I thought about how often people with hardships are forgotten about, dismissed. I thought about how these same people, when the odds are stacked against them, have a choice. They can say, this is my destiny, this is what is meant to be... OR they can rise above, say, I was meant for more than this, and find a way to make things happen.
To the world, I could be one of these that could be dismissed and written off. I'm middle aged. I am divorced (more than once I might add). I have battled alcoholism and drug addiction. I have wrestled with obesity all of my life. I don't have a partner or children of my own. I have struggled with depression most of my life. So, I could be written off. Most importantly, I could write myself off. I could give up and say oh well, my life is half over. It's not what I wanted it to be. I don't have a partner to live life with. I don't have children. I struggle with my weight, so I can't sell health and wellness products. People probably think I am a sham, so I'm just going to give up.

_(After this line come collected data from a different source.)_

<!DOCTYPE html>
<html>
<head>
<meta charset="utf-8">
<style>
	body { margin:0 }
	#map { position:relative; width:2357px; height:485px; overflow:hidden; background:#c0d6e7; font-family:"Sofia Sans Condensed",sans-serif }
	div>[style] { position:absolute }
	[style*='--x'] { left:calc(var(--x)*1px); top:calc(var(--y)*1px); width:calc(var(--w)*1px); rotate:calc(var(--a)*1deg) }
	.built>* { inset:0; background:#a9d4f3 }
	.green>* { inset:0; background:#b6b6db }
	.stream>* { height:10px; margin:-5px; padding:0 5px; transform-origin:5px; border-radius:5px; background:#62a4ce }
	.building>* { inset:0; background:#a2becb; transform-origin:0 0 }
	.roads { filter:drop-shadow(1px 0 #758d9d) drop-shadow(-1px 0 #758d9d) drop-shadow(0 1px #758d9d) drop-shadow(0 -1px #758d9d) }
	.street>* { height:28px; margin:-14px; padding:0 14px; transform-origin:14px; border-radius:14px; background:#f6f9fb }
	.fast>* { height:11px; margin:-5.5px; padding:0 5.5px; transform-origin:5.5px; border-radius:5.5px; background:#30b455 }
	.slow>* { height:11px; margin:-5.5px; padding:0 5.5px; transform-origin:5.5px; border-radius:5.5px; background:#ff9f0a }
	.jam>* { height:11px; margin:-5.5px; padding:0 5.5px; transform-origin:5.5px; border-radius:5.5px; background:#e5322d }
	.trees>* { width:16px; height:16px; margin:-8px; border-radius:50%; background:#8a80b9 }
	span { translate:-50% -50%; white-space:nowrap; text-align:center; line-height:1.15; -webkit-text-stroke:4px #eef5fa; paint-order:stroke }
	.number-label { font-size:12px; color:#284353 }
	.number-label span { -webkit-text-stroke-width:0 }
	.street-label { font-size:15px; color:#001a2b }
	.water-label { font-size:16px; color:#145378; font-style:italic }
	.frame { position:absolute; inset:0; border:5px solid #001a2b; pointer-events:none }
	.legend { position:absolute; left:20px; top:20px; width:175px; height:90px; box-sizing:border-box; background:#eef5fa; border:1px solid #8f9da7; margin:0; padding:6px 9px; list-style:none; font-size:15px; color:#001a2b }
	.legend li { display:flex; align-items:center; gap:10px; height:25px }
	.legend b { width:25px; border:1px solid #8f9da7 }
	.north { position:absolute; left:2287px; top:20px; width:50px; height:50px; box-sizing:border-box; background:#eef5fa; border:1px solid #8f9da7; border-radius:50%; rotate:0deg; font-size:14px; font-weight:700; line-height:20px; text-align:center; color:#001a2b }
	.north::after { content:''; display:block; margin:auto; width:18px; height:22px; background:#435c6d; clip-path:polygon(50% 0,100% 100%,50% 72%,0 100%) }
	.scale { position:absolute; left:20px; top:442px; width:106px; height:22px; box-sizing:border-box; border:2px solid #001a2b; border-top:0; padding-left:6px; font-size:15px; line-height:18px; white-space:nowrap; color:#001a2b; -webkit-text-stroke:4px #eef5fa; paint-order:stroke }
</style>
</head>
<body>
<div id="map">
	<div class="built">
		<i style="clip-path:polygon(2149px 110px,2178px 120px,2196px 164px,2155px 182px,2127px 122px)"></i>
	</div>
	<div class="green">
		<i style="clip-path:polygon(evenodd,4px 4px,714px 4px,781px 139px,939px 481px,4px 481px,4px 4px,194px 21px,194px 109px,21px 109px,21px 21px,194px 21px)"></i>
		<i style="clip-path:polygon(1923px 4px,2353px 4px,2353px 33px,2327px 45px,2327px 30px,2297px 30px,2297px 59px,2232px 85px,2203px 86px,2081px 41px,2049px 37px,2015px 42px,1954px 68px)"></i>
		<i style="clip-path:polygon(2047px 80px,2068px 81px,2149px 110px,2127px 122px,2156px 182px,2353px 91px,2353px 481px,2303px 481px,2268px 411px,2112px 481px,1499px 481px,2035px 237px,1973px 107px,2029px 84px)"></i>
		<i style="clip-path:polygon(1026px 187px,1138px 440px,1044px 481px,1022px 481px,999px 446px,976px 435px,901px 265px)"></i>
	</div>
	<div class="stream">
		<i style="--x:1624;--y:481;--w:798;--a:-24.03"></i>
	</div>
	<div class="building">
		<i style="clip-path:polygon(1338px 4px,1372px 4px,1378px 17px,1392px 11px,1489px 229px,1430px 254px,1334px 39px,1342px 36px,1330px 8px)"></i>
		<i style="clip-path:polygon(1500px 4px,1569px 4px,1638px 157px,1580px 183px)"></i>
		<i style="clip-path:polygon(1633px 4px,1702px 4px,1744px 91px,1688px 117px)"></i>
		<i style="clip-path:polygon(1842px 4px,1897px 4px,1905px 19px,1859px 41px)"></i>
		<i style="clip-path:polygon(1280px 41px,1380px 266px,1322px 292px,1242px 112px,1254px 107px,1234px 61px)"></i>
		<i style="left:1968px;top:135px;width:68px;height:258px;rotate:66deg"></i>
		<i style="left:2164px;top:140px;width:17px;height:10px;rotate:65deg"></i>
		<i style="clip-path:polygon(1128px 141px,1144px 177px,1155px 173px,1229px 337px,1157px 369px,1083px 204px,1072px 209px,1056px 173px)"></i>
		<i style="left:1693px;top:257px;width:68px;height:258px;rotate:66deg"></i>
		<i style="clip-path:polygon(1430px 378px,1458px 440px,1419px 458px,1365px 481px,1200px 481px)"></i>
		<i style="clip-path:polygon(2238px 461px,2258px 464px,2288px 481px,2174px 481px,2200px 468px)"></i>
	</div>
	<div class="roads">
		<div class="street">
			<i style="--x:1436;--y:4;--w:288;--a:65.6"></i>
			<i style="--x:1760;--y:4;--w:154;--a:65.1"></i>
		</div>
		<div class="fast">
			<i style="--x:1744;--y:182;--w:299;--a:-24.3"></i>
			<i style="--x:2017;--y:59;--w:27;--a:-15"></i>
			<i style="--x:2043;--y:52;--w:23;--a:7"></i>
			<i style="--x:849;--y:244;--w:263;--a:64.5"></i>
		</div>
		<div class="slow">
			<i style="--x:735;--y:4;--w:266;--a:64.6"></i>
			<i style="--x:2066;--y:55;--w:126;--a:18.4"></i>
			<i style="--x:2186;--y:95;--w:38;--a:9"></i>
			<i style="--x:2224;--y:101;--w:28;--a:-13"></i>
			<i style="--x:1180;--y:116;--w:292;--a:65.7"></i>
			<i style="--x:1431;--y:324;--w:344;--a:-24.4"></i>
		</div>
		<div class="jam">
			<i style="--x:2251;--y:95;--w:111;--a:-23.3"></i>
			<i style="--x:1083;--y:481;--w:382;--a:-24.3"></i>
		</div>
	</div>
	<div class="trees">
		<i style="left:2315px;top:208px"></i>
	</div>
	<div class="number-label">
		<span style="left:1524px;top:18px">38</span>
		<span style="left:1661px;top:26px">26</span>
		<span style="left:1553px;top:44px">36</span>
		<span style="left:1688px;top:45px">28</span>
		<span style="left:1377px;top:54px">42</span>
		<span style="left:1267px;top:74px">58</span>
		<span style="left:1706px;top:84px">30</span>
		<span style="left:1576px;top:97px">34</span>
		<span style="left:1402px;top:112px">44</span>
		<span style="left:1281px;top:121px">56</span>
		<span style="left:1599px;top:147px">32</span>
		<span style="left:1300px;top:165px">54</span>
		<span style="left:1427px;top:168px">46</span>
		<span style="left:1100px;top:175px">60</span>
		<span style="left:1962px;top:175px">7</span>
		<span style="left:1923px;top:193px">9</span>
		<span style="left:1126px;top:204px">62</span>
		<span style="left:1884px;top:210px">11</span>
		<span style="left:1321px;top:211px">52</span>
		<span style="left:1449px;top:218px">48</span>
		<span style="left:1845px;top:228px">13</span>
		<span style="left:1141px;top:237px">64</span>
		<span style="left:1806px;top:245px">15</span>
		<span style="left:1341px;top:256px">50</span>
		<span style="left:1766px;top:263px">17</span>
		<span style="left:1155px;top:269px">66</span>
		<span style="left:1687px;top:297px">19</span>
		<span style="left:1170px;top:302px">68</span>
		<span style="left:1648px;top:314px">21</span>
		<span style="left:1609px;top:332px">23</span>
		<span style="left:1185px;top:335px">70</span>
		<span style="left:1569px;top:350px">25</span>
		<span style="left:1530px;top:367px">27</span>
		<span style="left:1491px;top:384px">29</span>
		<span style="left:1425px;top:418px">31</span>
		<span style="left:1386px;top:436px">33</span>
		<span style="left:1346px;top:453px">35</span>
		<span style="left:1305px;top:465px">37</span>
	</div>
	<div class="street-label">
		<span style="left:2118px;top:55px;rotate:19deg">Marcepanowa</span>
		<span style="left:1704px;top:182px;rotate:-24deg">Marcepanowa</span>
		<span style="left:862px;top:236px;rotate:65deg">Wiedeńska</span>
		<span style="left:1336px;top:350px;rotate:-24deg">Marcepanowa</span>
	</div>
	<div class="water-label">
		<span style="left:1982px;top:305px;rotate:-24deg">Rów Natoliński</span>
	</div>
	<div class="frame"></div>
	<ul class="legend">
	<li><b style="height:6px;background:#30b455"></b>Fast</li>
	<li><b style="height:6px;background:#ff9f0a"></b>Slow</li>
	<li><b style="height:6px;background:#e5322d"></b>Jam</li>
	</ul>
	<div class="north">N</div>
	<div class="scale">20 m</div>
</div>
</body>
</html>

I could say NO!!!!! I'm still living and breathing so I still have a purpose! God has me doing this. NOW. At the weight I am RIGHT NOW. I could hide behind my computer. Not get out and meet people. Not tell the world about what I do for fear of judgment, for fear of what they will say about me. OR I can do it anyway. I can tell people what I do with a smile and hold my head up high. Because maybe they are just like me. Maybe they may need to see that you don't have to be PERFECT to start this business. You can hang your head up high as a size 2, or a size 12, or EVEN a size 18.. I have a story to tell that people need to hear. And the enemy thinks I am going to use my pants size as an excuse not to tell them. HA!